When a homeless man who goes by “Kush” first stood outside the new Moynihan Train Hall and peered in, he quickly realized he would be avoiding New York’s newest transit showpiece.
“I’ve seen it from the door and I know it’s not for me,” Kush said. “It’s very visible that it’s not for me, so I sleep somewhere else.”
Just after midnight last Tuesday, “somewhere else” was across Eighth Avenue in a corridor with several other homeless people on the upper level of Penn Station, alongside a shopping cart stuffed with garbage bags of aluminum cans.
Inside the famously grungy rail hub, homeless New Yorkers told THE CITY that the Jan. 1 opening of the sparkling train hall for Amtrak and Long Island Rail Road customers doesn’t change a thing for them.
The debut of Moynihan Train Hall marked the culmination of a years-long $1.6 billion conversion of the old James A. Farley Post Office building into a sprawling Penn Station extension named for the state’s longtime U.S. senator who championed the project decades ago.

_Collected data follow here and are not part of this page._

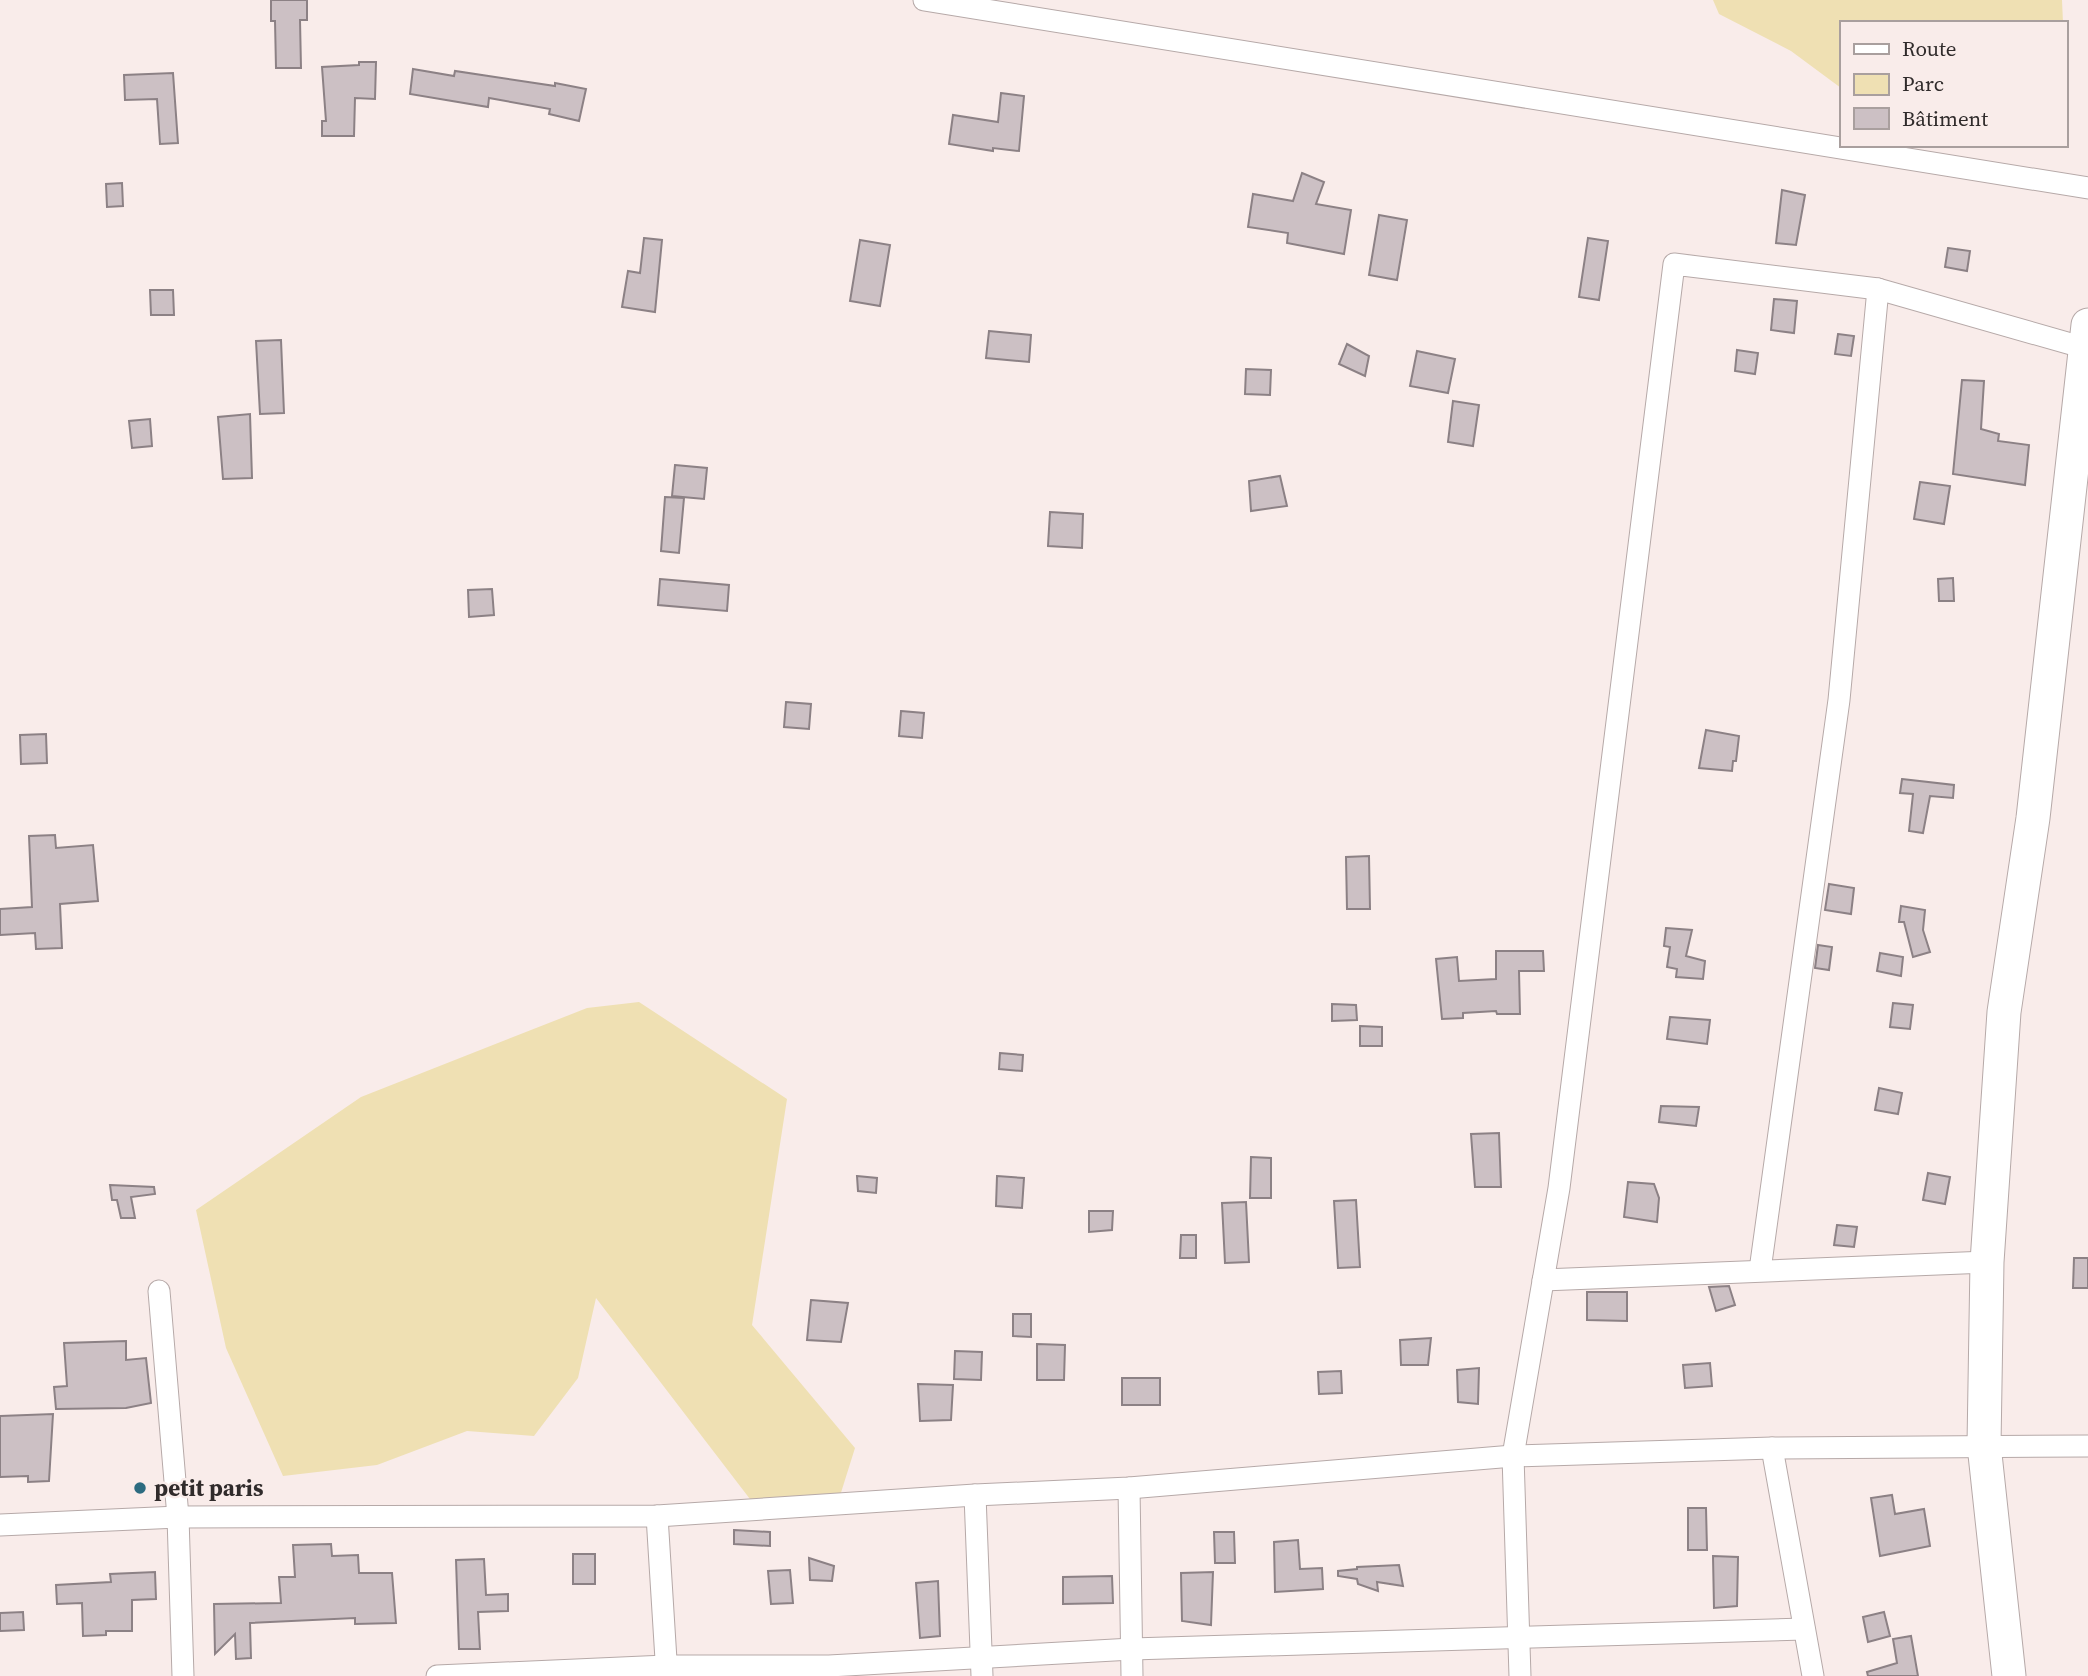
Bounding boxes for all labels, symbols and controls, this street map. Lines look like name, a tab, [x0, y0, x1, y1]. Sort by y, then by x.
legend	[1840, 21, 2067, 147]
text: Route	[1902, 34, 1957, 63]
text: Parc	[1902, 69, 1944, 98]
text: Bâtiment	[1902, 104, 1988, 133]
place label: petit paris	[154, 1472, 263, 1504]
marker: petit paris	[132, 1480, 148, 1496]

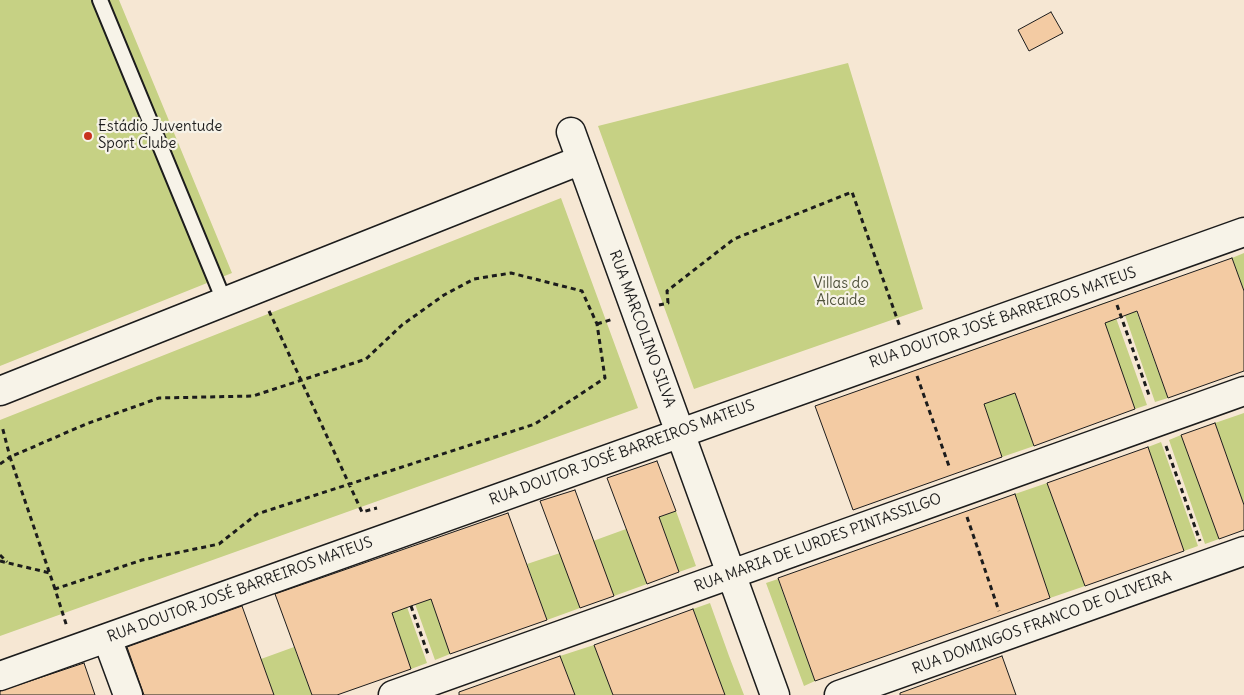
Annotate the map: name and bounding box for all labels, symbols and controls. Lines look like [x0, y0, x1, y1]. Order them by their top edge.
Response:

The hall closes daily between 1 a.m. and 5 a.m. — the same hours of the overnight subway shutdown. The space has no public seating, except in areas limited to ticketed passengers.
“It’s a way of ostracizing,” Kush said. “It’s like they say, ‘Oh, not those people.’”
Gov. Andrew Cuomo and other state officials have touted Moynihan Train Hall as a transformative gateway to the city after decades of train travelers crowding inside the low-ceilinged Penn Station, which replaced the Beaux-Arts hub infamously demolished in the 1960s.
But advocates for the homeless say Moynihan Train Hall’s hours and seating limitations are designed to stem the migration of those who take refuge in the station across the street.
“I think it’s just another example of places being unwelcoming to actively homeless people or people who appear homeless,” said Giselle Routhier, policy director at the Coalition for the Homeless.
‘This Isn’t Our House’
The overnight closure of Moynihan Train Hall, which opened to praise of its design and skylit marble waiting area, is not an unusual one at transit facilities.
Grand Central Terminal is closed between 2 a.m. and 5 a.m. Lower Manhattan’s Fulton Center closes during the hours when there is no passenger service in the subway. Union Station in Washington is off-limits to the public from midnight to 5 a.m.
Among the city’s newest transit halls, the World Trade Center Transportation Hub, which opened in 2016, and the Fulton Center, which opened in 2014, have been criticized for a lack of seating in public areas.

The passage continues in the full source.